= Cathy Edwards (software engineer) =

Australian software engineer and entrepreneur

Cathy Edwards is an Australian software engineer and entrepreneur. She co-founded and was chief technology officer of app search engine Chomp in 2009, which was acquired by Apple for $50 million in 2012. In 2021, she became vice president and general manager of Search at Google. In 2024, she moved back to Australia and joined Google's Long-term Bets team in Knowledge and Information.

==Career==
Edwards studied linguistics, computer science, and pure mathematics at the University of Western Australia.

During her third year of university, she was awarded a national scholarship from Telstra, and joined their labs for a summer internship. There she prototyped the hardware and software for a wearable device allowed to text surreptitiously.
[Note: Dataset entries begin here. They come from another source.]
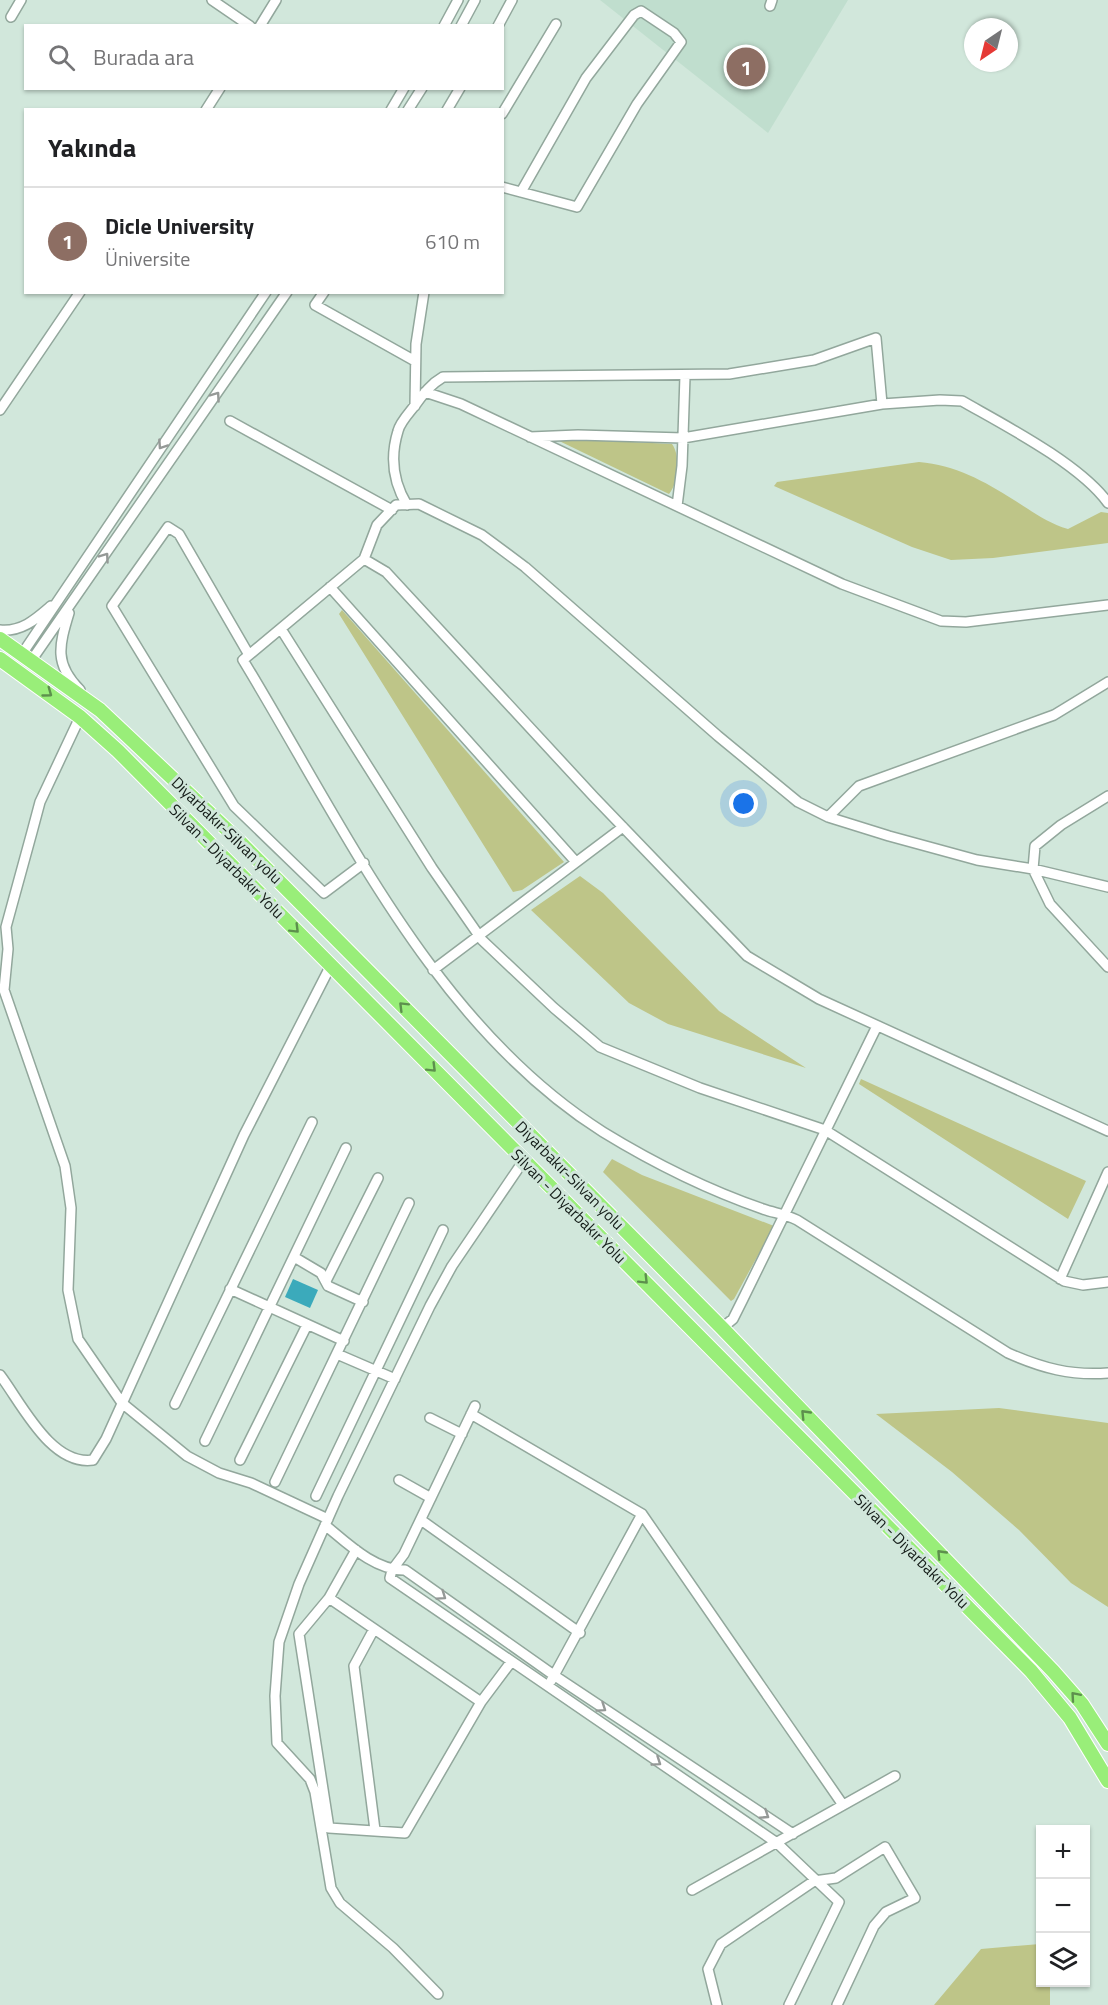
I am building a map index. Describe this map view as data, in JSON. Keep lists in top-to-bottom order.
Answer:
{
  "streets": {
    "highway": ["Diyarbakır-Silvan yolu", "Silvan - Diyarbakır Yolu"]
  },
  "one_way": ["Diyarbakır-Silvan yolu", "Silvan - Diyarbakır Yolu"],
  "north": "bottom left",
  "page": {
    "search": "Burada ara",
    "pins": "1",
    "heading": "Yakında",
    "list": [
      {
        "mark": "1",
        "name": "Dicle University",
        "note": "Üniversite",
        "value": "610 m"
      }
    ],
    "map_buttons": ["+", "−"]
  }
}
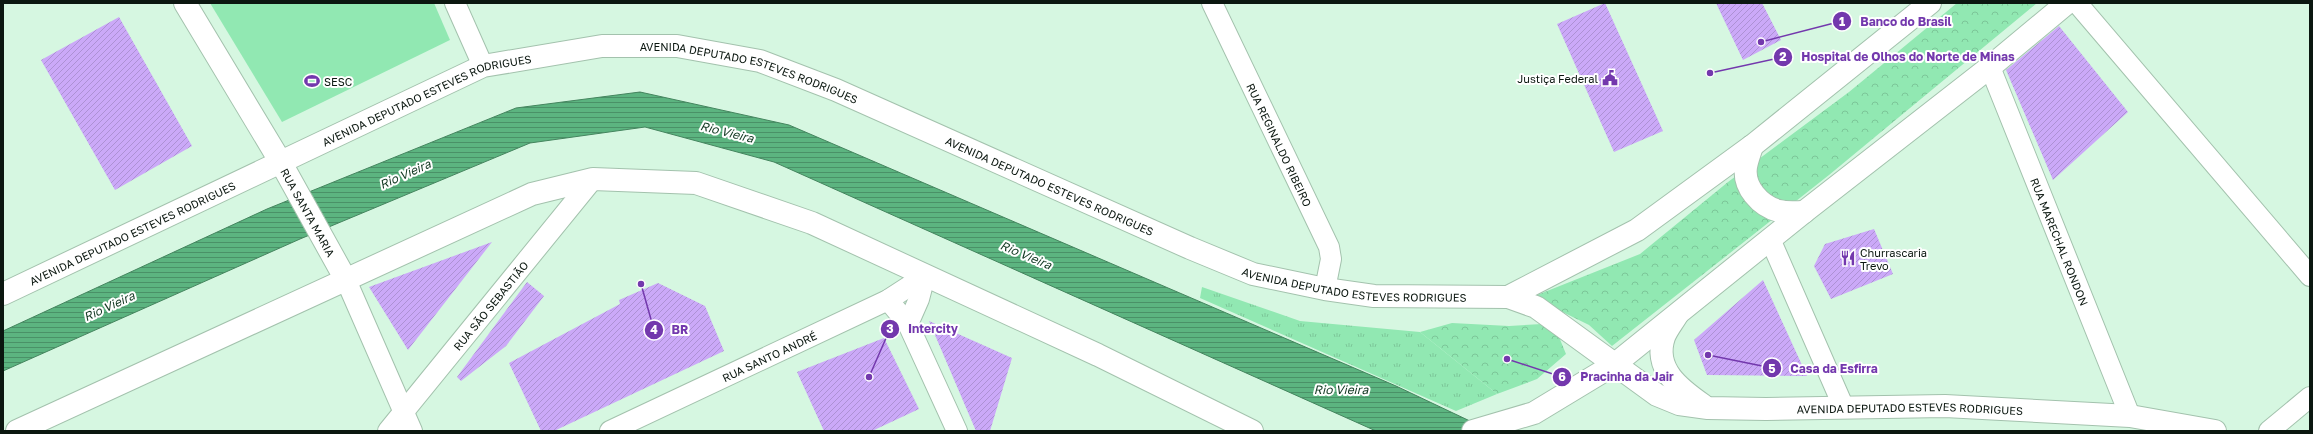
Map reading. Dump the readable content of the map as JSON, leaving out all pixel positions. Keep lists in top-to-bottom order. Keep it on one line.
{"streets":{"main road":["AVENIDA DEPUTADO ESTEVES RODRIGUES","RUA SANTA MARIA"],"street":["RUA REGINALDO RIBEIRO","RUA MARECHAL RONDON","RUA SÃO SEBASTIÃO","RUA SANTO ANDRÉ"]},"crossings":[["AVENIDA DEPUTADO ESTEVES RODRIGUES","RUA REGINALDO RIBEIRO"],["AVENIDA DEPUTADO ESTEVES RODRIGUES","RUA SANTA MARIA"],["AVENIDA DEPUTADO ESTEVES RODRIGUES","RUA MARECHAL RONDON"],["RUA SANTA MARIA","RUA SÃO SEBASTIÃO"]],"water":["Rio Vieira"],"places":{"other":["Banco do Brasil","Hospital de Olhos do Norte de Minas","BR","Casa da Esfirra","Pracinha da Jair","Intercity"],"public building":["Justiça Federal"],"sports":["SESC"],"restaurant":["Churrascaria Trevo"]}}
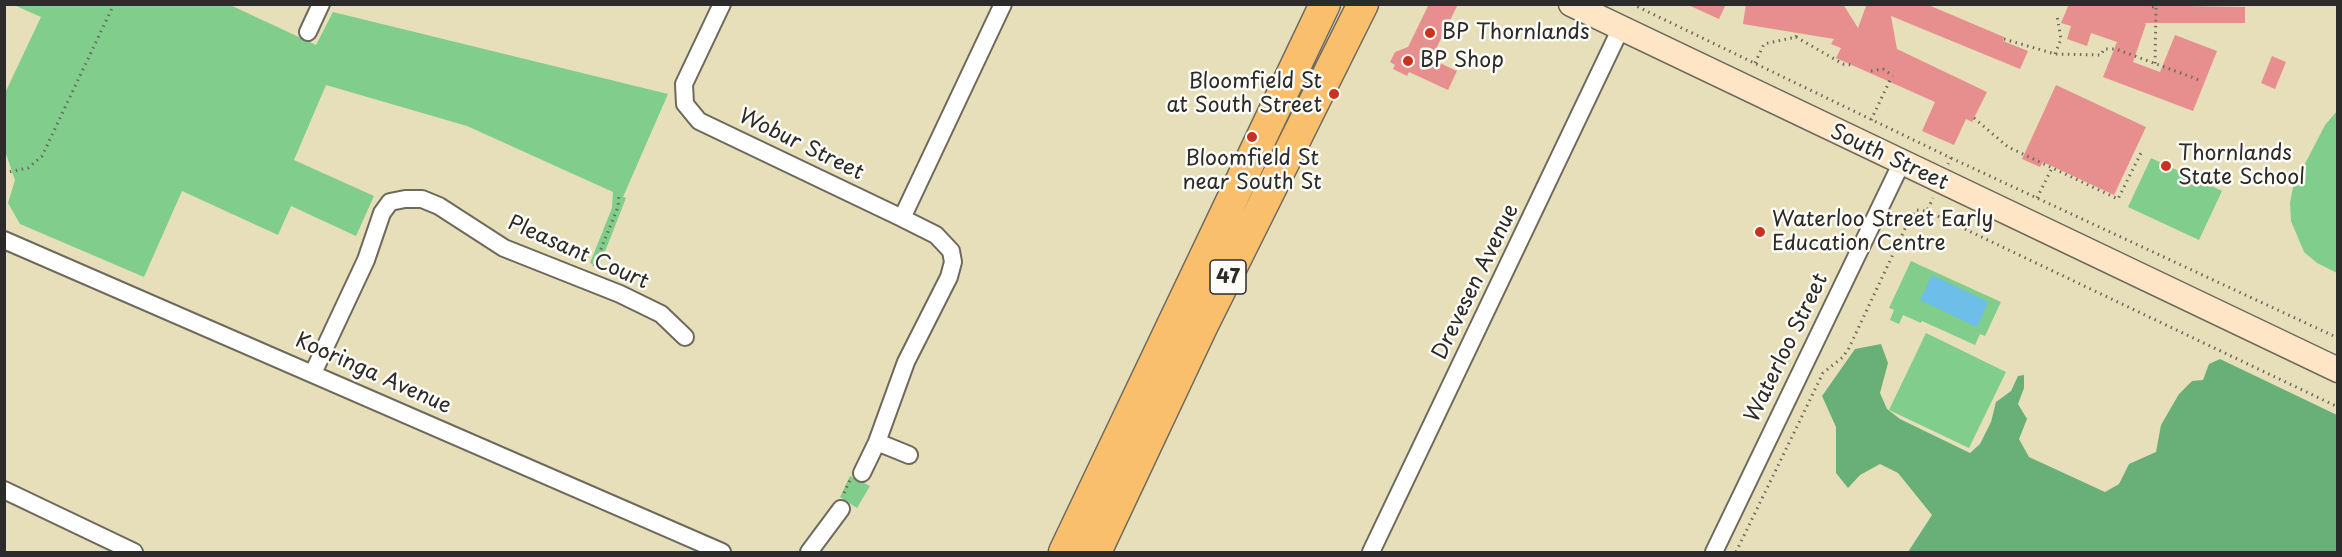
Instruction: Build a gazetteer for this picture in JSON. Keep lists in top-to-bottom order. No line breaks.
{"streets":{"highway":["47"],"street":["Wobur Street","South Street","Pleasant Court","Drevesen Avenue","Waterloo Street","Kooringa Avenue"]},"crossings":[["South Street","Drevesen Avenue"],["South Street","Waterloo Street"],["Pleasant Court","Kooringa Avenue"]],"places":["BP Thornlands","BP Shop","Bloomfield St at South Street","Bloomfield St near South St","Thornlands State School","Waterloo Street Early Education Centre"]}
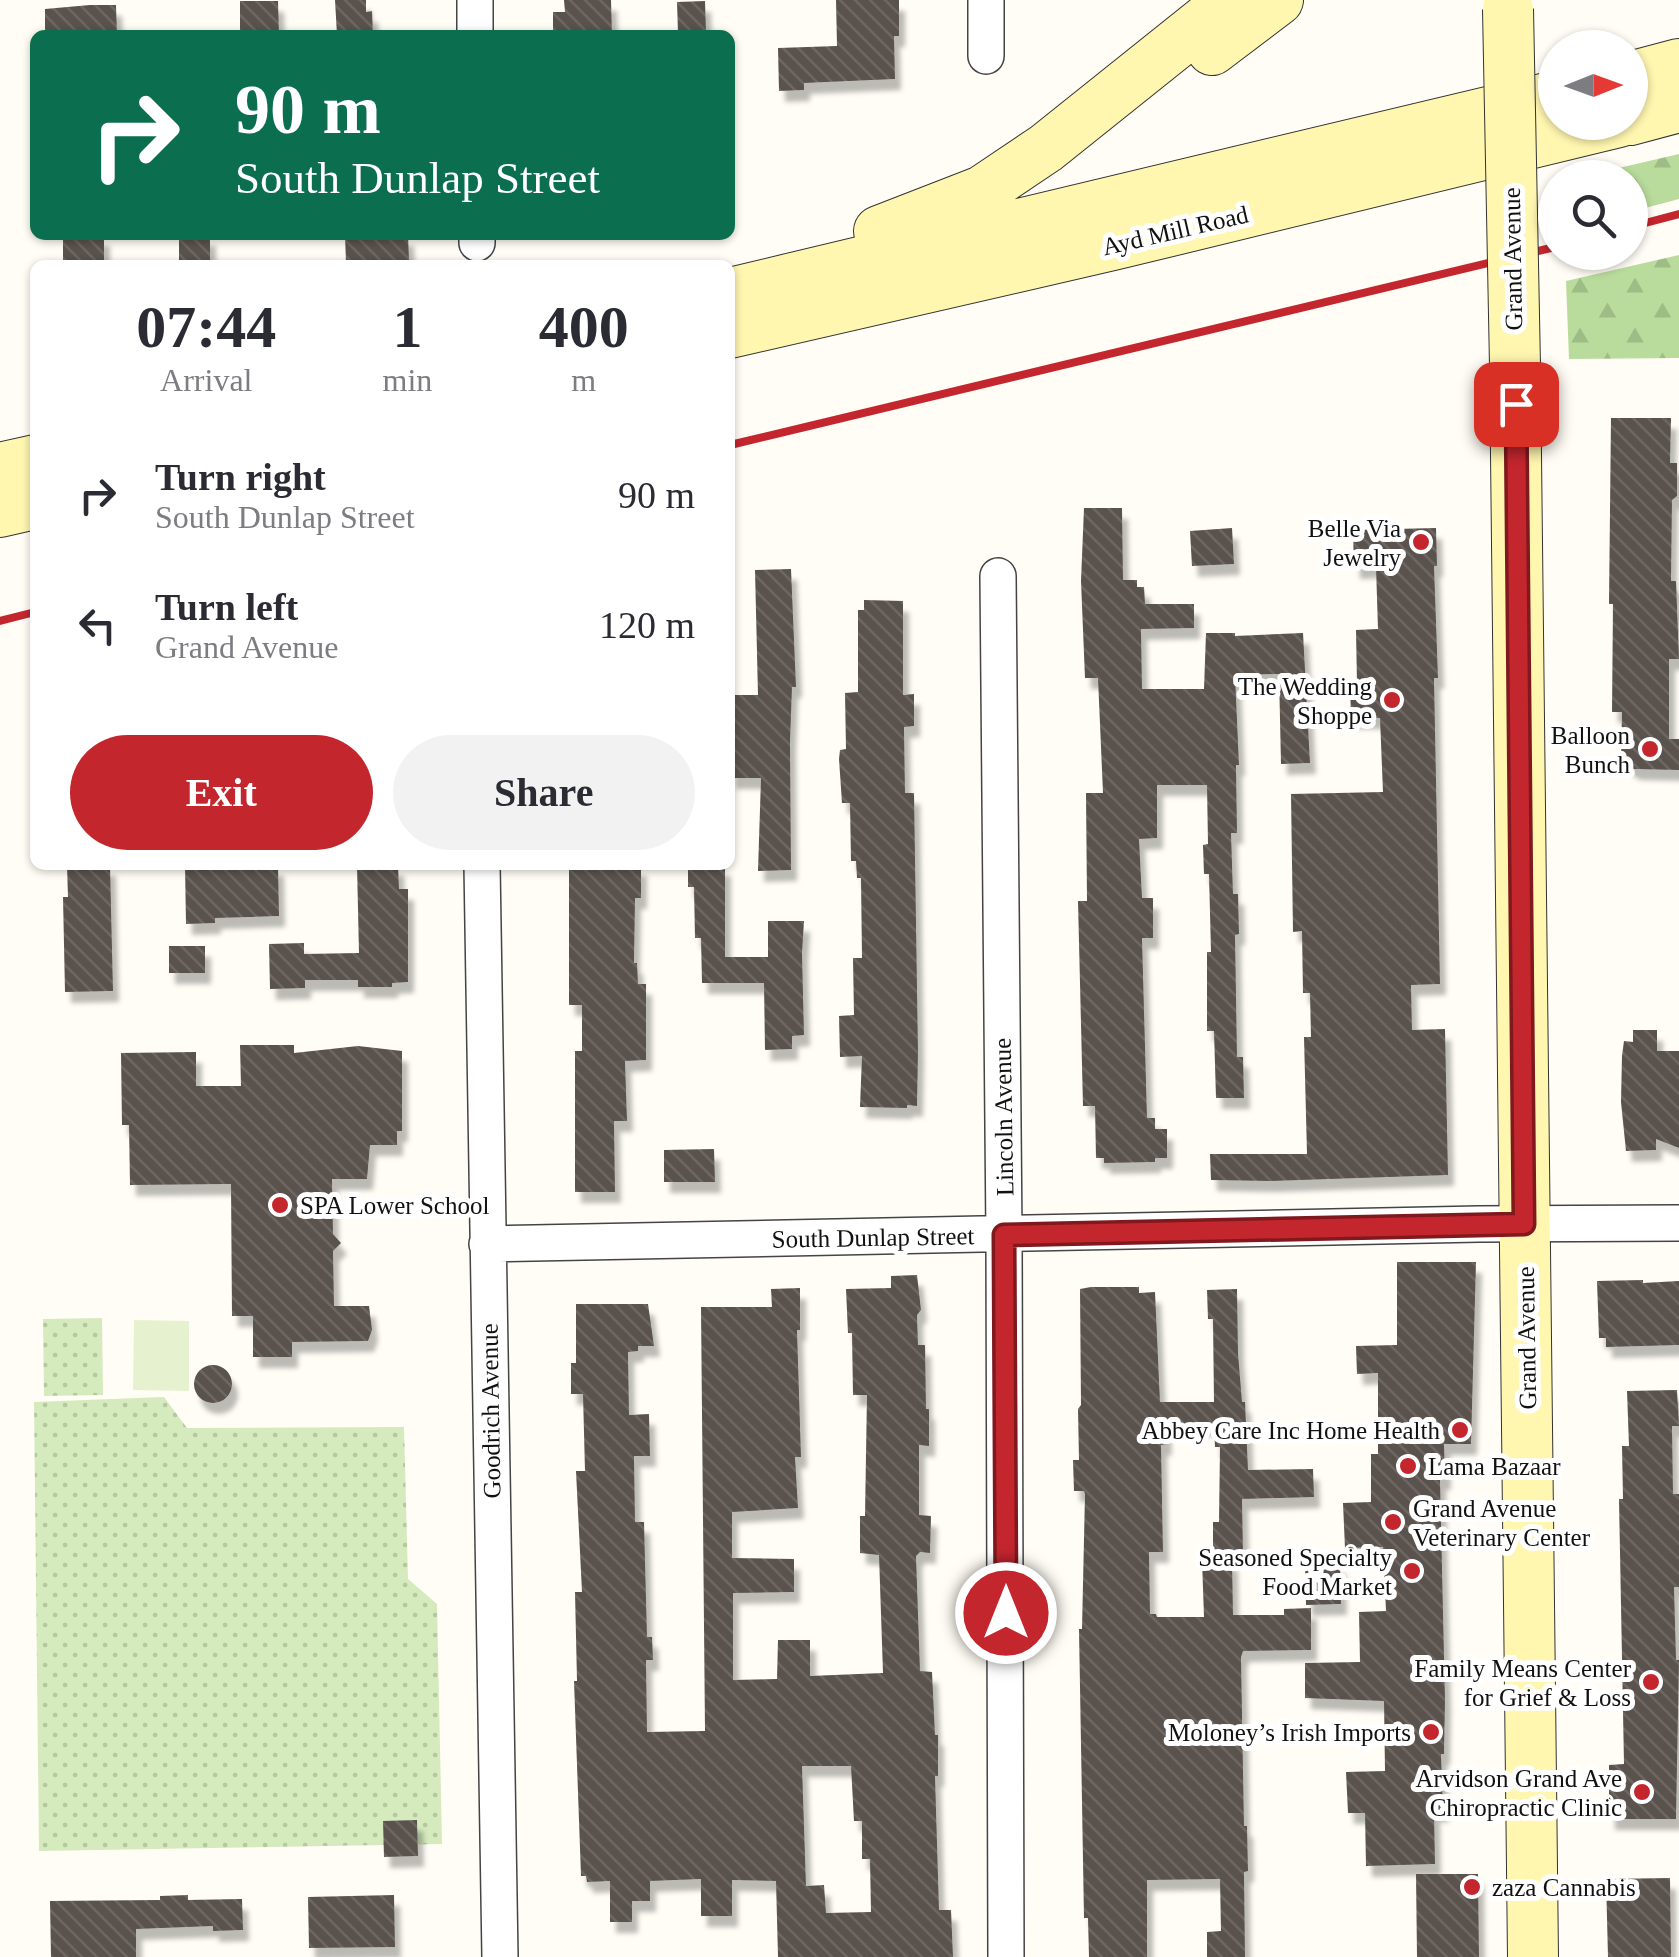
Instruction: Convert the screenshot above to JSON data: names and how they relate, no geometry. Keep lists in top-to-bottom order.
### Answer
{
  "streets": {
    "main road": ["Ayd Mill Road", "Grand Avenue"],
    "street": ["Lincoln Avenue", "South Dunlap Street", "Goodrich Avenue"]
  },
  "crossings": [
    ["Grand Avenue", "South Dunlap Street"],
    ["Lincoln Avenue", "South Dunlap Street"],
    ["South Dunlap Street", "Goodrich Avenue"]
  ],
  "places": [
    "Belle Via Jewelry",
    "The Wedding Shoppe",
    "Balloon Bunch",
    "SPA Lower School",
    "Abbey Care Inc Home Health",
    "Lama Bazaar",
    "Grand Avenue Veterinary Center",
    "Seasoned Specialty Food Market",
    "Family Means Center for Grief & Loss",
    "Moloney’s Irish Imports",
    "Arvidson Grand Ave Chiropractic Clinic",
    "zaza Cannabis"
  ],
  "north": "right",
  "page": {
    "turn": ["90 m", "South Dunlap Street"],
    "eta": [
      "07:44",
      "Arrival",
      "1",
      "min",
      "400",
      "m"
    ],
    "list": [
      {
        "name": "Turn right",
        "note": "South Dunlap Street",
        "value": "90 m"
      },
      {
        "name": "Turn left",
        "note": "Grand Avenue",
        "value": "120 m"
      }
    ],
    "buttons": ["Exit", "Share"]
  }
}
After the research labs were shuttered in 2005, she moved into a role in the newly created chief technology office and managed a team of developers and designers to build prototypes of future mobile products. During this time, she worked in large-scale machine learning, natural language processing, and voice recognition.

Edwards later moved overseas to work as a project manager at 3jam, a text message developing company based in San Francisco. She then joined Friendster where she led the team of mobile product management. There she launched a novel revenue based on Friendster-only data packs and SMS packs sold via phone carriers.

After one and a half years living in the Silicon Valley, she partnered with her Australian friend Ben Keighran to start a company called Chomp in 2009. There, she operated as the leading engineer and product designer. The start-up company offered a search engine for app discovery, and powered search for the Verizon app store, Best Buy in the UK, Blekko, DuckDuckGo, and many others. The company filed 11 patents for their product, and offered an innovative search engine for content-based app search as opposed to name-based search. The technology brought together a new machine learning technique called topic modeling with traditional informational retrieval methodologies. Chomp launched on iPhone in January 2010 and on Android in February 2011. It was acquired by Apple for $50 million in 2012.

Edwards then joined Apple and was the Head of Search for iTunes, the App Store, and Maps before becoming Director of Evaluation and Quality for Maps.

Edwards left Apple in April 2014 and founded a new stealth startup Undecidable Labs in 2015 with some ex-Chomp colleagues, which was acquired by Google in 2016. As of 2021 she was VP of Engineering, leading Google Apps, Google News, Google Discover.